O trabalho escravo contemporâneo e seus desafios
2.1. A face do trabalho escravo no brasil contemporâneo

O trabalho escravo e o tráfico de pessoas são conceitos habitualmente relacionados à realidade latino-americana dos séculos XVII, XVIII e XIX. Contudo, apesar do lapso temporal de 130 anos decorrido desde a abolição da escravidão no Brasil, é possível perceber a conservação dessas estruturas. Adquirindo novas facetas, as redes de trabalho escravo se mantêm, organizando-se, contudo, de maneira mais articulada, através do uso da internet, das redes sociais e dos meios de comunicação virtuais para aliciar trabalhadores. Nesse sentido, a fim de erradicar tais práticas do continente americano, faz-se indispensável o emprego de estratégias atualizadas de combate ao trabalho escravo, valendo-se dos instrumentos provenientes da evolução tecnológica presenciada no século XXI.

De acordo com pesquisa realizada pelo Centro Carr de Políticas de Direitos Humanos, da Universi-dade de Harvard, a escravidão contemporânea é trinta vezes mais rentável do que nos séculos XVIII e XIX. A mesma pesquisa estima que o lucro anual obtido pela exploração da escravidão contemporânea é de R$ 467 bilhões. Considerando a possibilidade de se auferir lucro tão grande e do histórico brasileiro, último país da América a abolir a escravidão, não surpreende que a quantidade de vítimas da escravidão contemporânea no país seja tão grande.

Somente entre os anos de 1995 a 2015, o número de escravos libertados no Brasil foi de 49.816 pessoas, conforme dados coletados pela Repórter Brasil4, sendo a maior parte deles submetidos a condições degradantes e jornadas exaustivas.

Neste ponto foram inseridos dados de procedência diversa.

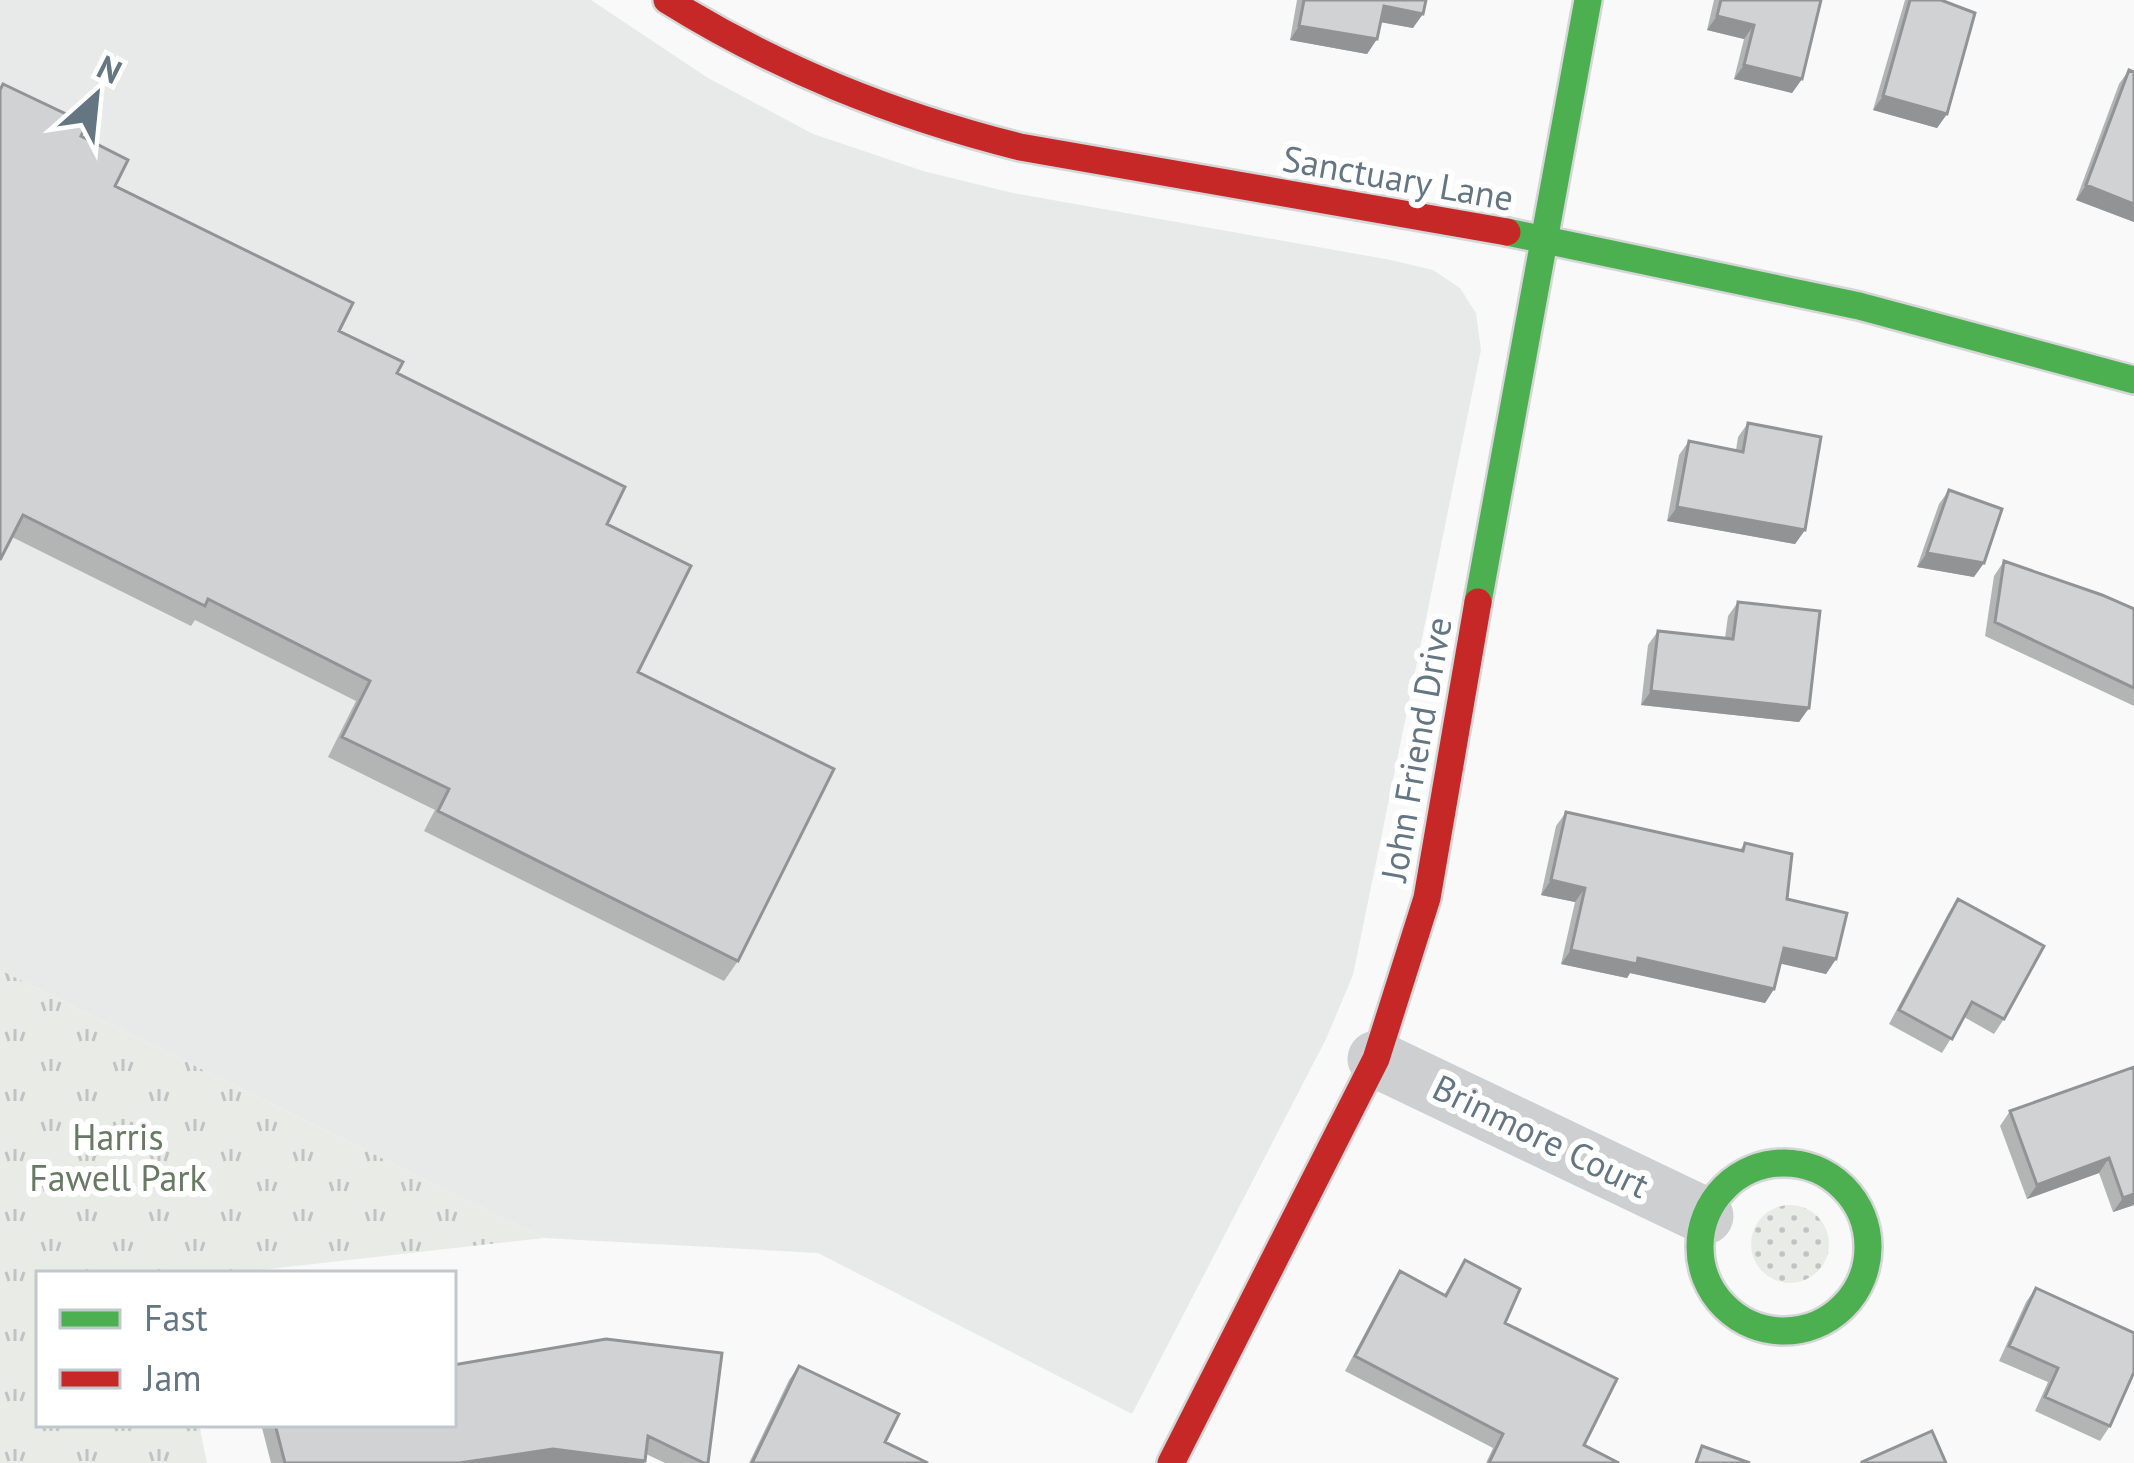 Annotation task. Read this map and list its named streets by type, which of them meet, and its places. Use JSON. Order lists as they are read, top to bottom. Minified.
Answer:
{"streets":{"street":["Sanctuary Lane","John Friend Drive","Brinmore Court"]},"crossings":[["Sanctuary Lane","John Friend Drive"],["John Friend Drive","Brinmore Court"]],"parks":["Harris Fawell Park"],"legend":["Fast","Jam"],"north":"top right"}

No mesmo sentido, encontram-se dados acerca do tráfico humano, já que a Comissão Parlamentar de Inquérito do Tráfico de Pessoas identificou que o Brasil está entre os dez países com maior número de vítimas desse crime.

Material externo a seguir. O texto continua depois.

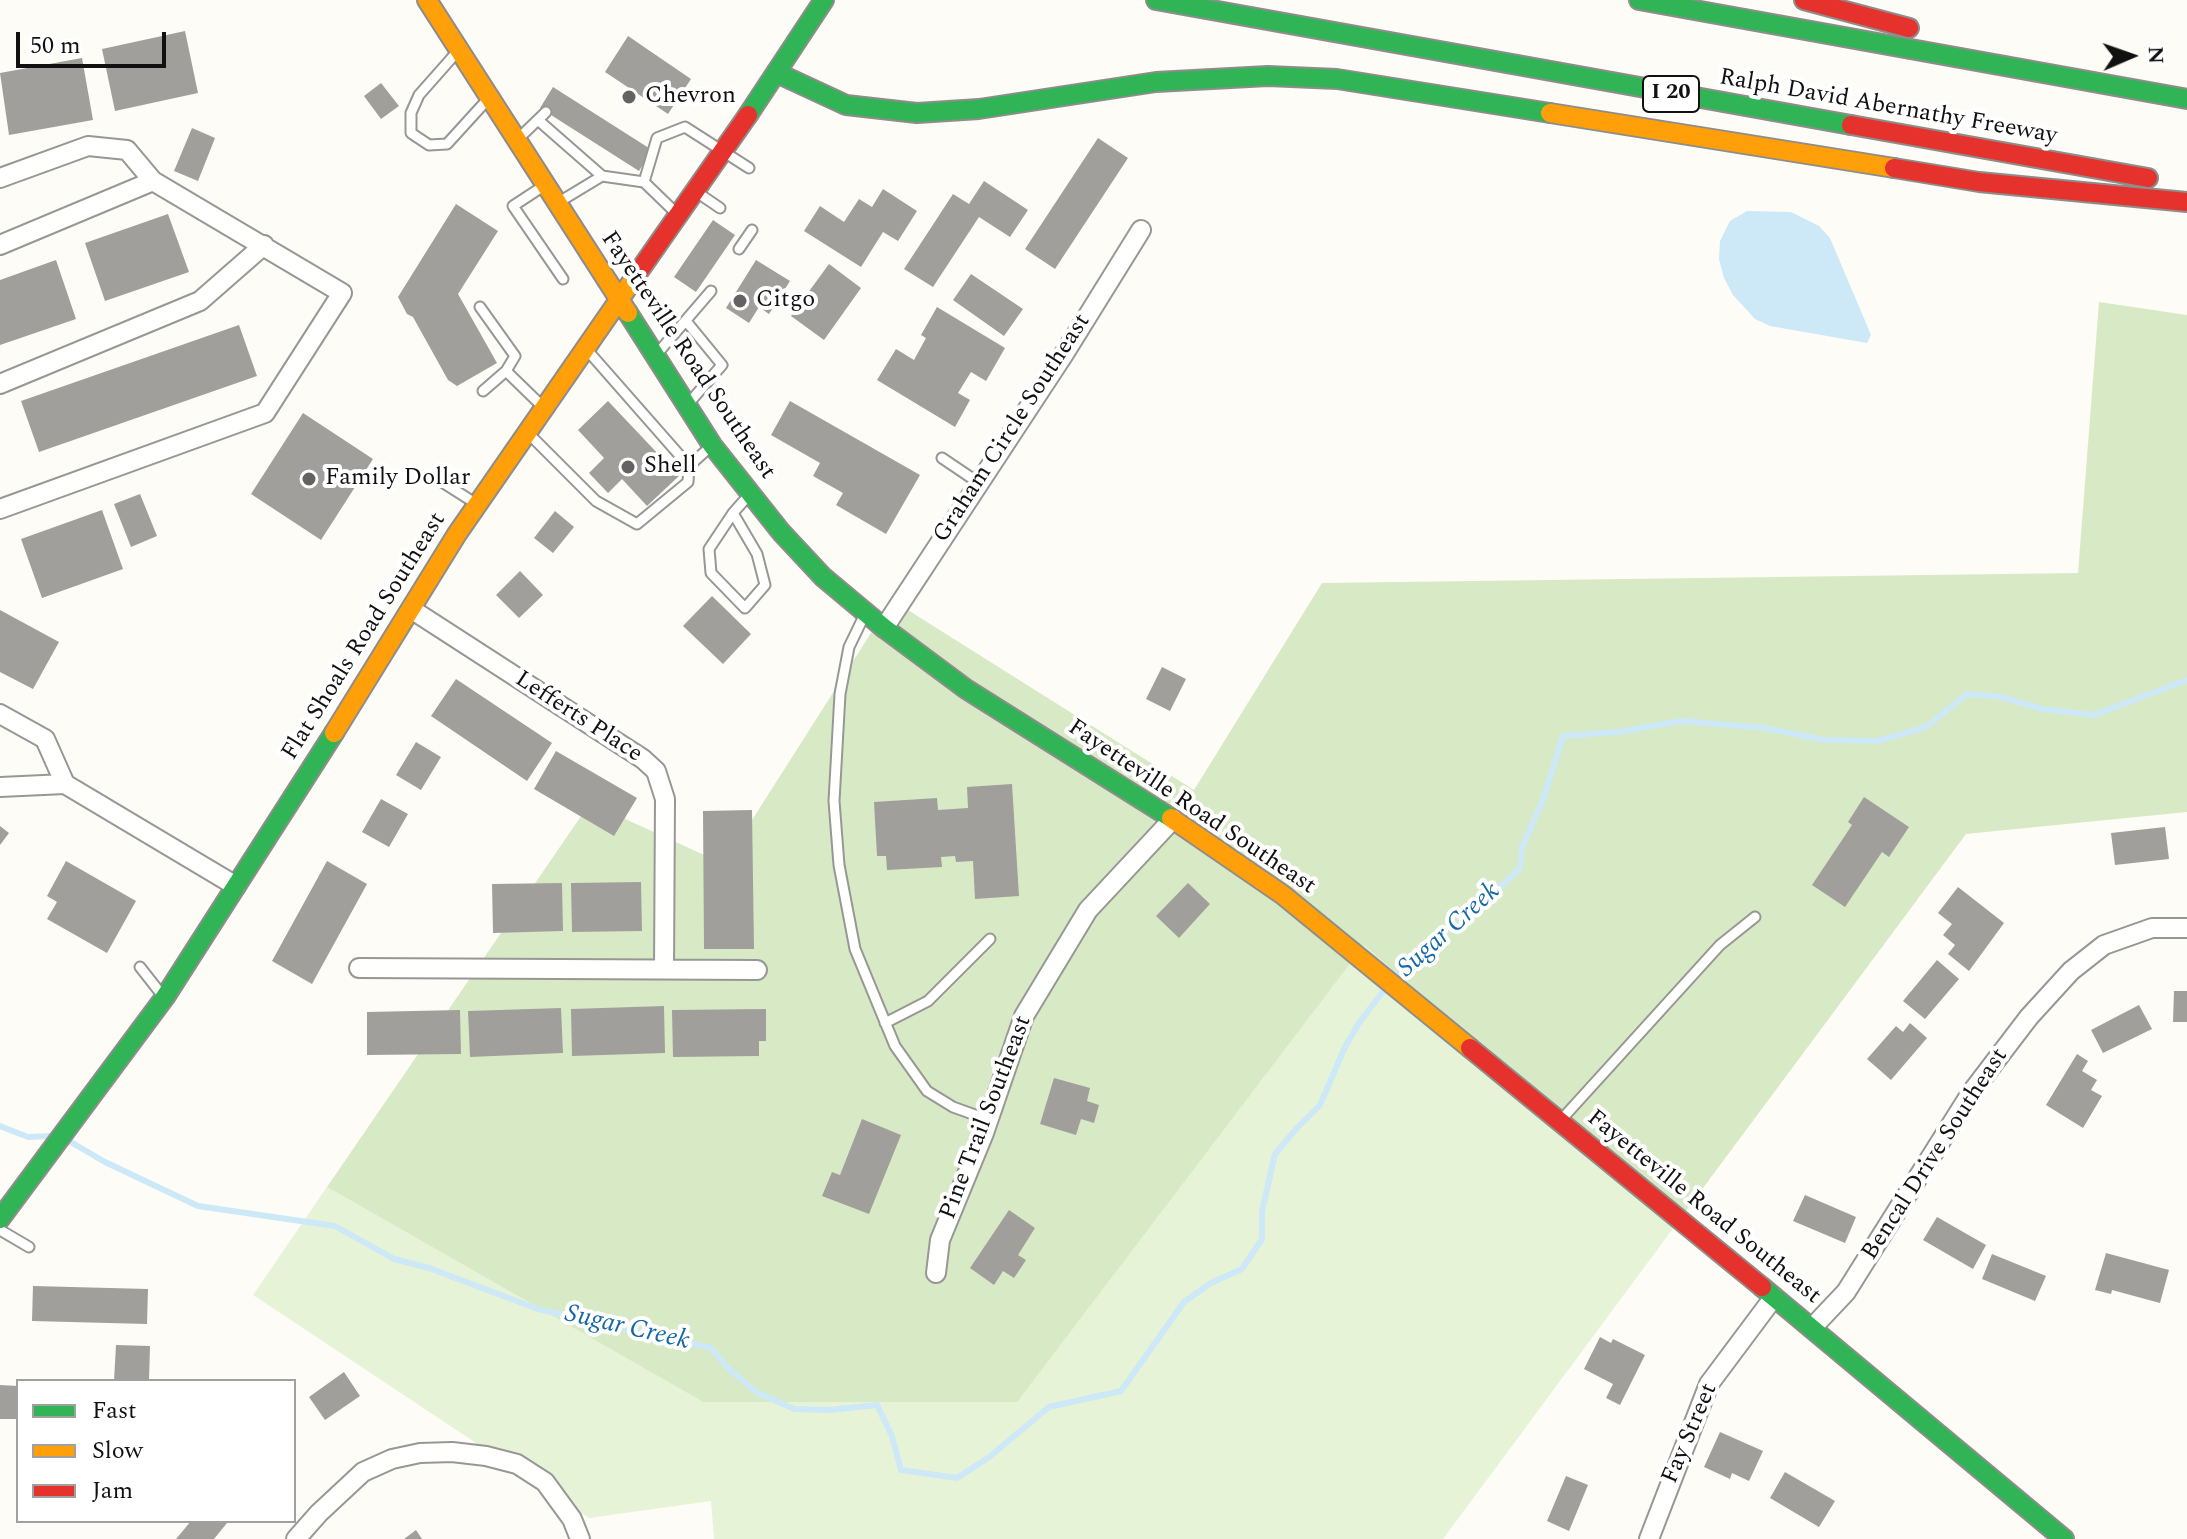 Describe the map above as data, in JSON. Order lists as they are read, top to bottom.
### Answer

2.2. Do corte orçamentário e desafios enfrentados pela fiscalização

2.2.1. Os Grupos Especiais de Fiscalização Móvel (GEFM)

Em 1995, o Brasil reconheceu, perante as Nações Unidas, a existência de trabalho escravo contemporâneo em seu território. Desde então, o país vem empregando esforços para o combate à prática, sendo importante destacar a criação dos Grupos Especiais de Fiscalização Móvel (GEFM) no mesmo ano.

A composição dos grupos inclui auditores fiscais do trabalho...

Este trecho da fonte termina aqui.